Pois esta aldeia é a sua terra natal. Foi aqui que ele nasceu.

Entramos aldeia adentro. Há uma serenidade que nunca dorme. Uma perfeita comunhão entre a natureza e o homem. Deus de certeza que passou por aqui. Na aldeia núbia não havia luxo nem ostentações. Só se ouvia o palpitar de corações. E onde palpitam corações palpita a vida.

Paramos para descansar do passeio de camelo. Mohamed fala-nos da história do Núbia. Sentamo-nos para beber um chá quente de menta. Ou um chá refrescante de karkadé. Estou, enfim, em paz comigo mesmo.
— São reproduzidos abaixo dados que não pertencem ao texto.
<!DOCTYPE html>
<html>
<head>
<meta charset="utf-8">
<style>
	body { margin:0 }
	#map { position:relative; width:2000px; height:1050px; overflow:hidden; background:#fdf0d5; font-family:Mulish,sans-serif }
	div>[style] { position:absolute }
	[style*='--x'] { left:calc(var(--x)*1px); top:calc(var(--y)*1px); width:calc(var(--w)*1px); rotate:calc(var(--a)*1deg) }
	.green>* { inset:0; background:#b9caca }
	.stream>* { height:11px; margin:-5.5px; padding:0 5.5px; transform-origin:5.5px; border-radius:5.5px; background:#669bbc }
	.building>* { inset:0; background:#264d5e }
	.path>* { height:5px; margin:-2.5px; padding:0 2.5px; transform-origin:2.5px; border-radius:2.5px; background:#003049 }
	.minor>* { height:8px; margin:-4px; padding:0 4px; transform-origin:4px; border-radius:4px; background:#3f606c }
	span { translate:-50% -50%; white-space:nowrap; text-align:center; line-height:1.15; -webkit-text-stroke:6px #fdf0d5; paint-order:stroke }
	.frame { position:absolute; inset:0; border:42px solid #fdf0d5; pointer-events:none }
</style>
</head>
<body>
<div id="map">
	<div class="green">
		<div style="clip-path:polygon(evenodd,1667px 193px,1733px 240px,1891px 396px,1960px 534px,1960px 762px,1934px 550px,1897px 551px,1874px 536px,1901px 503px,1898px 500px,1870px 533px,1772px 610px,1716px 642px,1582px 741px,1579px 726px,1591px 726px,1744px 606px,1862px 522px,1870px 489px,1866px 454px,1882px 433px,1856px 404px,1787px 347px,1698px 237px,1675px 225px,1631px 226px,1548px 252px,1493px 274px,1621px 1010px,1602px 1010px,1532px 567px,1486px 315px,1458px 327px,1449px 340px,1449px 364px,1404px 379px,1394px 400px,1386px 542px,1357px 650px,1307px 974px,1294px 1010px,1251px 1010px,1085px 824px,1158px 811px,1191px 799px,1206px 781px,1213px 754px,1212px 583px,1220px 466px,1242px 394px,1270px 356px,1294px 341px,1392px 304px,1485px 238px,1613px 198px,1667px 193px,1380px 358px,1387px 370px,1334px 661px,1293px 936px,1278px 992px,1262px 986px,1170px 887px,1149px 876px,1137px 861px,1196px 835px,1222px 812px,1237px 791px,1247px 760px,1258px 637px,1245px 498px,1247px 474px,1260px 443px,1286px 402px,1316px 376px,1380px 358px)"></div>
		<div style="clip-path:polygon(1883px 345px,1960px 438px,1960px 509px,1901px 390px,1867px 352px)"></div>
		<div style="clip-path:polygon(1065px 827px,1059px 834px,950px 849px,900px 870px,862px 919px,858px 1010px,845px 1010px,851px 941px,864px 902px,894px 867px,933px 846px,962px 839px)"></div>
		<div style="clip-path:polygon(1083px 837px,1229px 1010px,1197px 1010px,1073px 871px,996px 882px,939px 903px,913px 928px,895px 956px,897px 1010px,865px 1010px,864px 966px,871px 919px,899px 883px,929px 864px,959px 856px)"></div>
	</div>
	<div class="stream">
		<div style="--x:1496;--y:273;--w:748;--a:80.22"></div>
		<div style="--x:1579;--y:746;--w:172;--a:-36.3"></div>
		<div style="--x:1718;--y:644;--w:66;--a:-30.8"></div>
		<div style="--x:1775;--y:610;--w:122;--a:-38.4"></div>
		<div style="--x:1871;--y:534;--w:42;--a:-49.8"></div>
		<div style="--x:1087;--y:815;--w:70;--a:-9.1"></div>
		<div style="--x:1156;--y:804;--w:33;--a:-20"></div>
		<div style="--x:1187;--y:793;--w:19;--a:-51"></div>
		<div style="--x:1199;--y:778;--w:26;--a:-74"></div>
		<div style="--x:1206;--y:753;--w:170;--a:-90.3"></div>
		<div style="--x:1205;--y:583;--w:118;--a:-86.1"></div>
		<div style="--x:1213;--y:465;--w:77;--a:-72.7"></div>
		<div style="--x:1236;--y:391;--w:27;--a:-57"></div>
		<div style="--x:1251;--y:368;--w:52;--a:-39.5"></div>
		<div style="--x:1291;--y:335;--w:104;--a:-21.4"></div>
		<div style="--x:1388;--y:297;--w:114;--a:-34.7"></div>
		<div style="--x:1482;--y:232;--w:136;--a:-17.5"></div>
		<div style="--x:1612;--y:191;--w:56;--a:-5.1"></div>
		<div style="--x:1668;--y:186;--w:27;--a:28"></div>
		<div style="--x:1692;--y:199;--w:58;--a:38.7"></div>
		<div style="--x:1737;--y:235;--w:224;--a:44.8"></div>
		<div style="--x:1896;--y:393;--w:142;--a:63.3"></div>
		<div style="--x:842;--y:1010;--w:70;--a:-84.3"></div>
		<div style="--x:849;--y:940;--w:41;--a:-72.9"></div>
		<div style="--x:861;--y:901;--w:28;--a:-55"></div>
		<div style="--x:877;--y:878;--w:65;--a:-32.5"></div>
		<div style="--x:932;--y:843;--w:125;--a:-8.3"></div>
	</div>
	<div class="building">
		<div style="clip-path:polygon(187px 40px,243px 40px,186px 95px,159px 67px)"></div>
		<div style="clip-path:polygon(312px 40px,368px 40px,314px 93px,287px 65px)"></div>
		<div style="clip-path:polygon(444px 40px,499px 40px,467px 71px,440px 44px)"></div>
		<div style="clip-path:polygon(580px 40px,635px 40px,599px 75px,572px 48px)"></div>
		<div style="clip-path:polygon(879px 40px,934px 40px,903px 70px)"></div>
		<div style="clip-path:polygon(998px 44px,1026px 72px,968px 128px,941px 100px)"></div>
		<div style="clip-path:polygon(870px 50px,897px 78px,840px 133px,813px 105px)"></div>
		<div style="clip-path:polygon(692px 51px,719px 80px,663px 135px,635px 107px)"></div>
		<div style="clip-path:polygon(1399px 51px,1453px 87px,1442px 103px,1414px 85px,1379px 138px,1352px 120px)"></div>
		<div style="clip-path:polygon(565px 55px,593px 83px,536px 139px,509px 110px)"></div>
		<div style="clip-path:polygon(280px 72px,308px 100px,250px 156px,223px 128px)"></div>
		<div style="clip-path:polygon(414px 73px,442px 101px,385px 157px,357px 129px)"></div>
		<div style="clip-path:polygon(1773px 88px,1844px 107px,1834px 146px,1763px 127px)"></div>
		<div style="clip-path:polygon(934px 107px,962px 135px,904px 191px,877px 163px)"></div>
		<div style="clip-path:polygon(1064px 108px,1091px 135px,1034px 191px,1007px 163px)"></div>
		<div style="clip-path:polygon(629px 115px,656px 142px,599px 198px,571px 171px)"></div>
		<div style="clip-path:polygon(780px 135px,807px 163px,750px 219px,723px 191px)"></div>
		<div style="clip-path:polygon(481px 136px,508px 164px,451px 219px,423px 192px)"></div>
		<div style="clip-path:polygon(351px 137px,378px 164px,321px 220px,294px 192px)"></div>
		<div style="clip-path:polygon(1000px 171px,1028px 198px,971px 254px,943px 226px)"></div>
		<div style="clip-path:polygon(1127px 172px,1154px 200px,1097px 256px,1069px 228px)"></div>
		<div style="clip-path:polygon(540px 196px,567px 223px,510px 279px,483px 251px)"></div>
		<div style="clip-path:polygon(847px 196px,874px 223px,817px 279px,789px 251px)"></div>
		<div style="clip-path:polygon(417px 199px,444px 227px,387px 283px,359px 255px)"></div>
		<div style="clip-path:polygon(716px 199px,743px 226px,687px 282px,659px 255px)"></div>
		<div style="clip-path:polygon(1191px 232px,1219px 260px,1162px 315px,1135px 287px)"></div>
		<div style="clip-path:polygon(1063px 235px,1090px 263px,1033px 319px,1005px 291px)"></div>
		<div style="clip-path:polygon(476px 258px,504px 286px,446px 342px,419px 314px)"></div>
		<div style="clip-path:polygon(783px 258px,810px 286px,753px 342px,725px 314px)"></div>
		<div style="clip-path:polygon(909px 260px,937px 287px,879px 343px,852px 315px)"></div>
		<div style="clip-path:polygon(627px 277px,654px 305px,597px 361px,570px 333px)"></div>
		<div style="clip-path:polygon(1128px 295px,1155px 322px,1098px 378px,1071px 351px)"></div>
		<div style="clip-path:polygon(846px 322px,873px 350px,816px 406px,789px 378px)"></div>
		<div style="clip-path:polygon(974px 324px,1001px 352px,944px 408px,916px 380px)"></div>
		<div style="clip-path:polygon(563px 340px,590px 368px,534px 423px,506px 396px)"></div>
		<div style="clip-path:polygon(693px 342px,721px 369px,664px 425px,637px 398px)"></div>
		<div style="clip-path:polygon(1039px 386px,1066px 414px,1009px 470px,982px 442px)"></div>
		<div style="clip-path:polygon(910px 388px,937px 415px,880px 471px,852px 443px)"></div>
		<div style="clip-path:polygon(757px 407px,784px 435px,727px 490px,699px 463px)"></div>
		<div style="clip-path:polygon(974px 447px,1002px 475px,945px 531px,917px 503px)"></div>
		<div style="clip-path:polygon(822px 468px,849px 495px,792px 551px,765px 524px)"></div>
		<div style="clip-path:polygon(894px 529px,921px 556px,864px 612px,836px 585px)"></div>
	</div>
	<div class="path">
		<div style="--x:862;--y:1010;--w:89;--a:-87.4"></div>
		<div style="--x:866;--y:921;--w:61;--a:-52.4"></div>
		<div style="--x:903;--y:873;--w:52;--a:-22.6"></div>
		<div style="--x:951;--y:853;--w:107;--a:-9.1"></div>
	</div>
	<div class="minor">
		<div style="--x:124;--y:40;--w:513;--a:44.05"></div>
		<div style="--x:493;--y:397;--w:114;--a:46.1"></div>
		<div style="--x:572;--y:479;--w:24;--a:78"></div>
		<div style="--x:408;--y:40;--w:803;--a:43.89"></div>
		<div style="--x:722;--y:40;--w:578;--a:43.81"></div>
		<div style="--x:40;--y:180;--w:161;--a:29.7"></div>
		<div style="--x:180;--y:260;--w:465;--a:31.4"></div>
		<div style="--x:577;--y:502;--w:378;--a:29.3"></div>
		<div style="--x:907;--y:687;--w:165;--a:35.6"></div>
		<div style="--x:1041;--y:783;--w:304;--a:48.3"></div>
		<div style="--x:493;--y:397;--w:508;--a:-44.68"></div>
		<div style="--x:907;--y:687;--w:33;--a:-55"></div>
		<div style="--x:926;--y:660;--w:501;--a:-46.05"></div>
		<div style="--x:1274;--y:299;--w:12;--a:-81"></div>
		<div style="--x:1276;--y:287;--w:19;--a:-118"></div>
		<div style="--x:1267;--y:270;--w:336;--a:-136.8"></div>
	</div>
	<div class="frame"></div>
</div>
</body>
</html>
Oiço Mohamed falar daquilo que por aqui ainda continua a existir e de que todos nós somos feitos: tradição.

Pearl S. Buck, um grande escritor, disse em tempos que muitas pessoas perdem as pequenas alegrias enquanto aguardam pela grande felicidade.Este passeio que aqui vos conto foi uma das minhas pequenas alegrias, que tive a sorte de poder partilhar com aqueles que mais amo. Que são, no final de contas, a minha grande felicidade.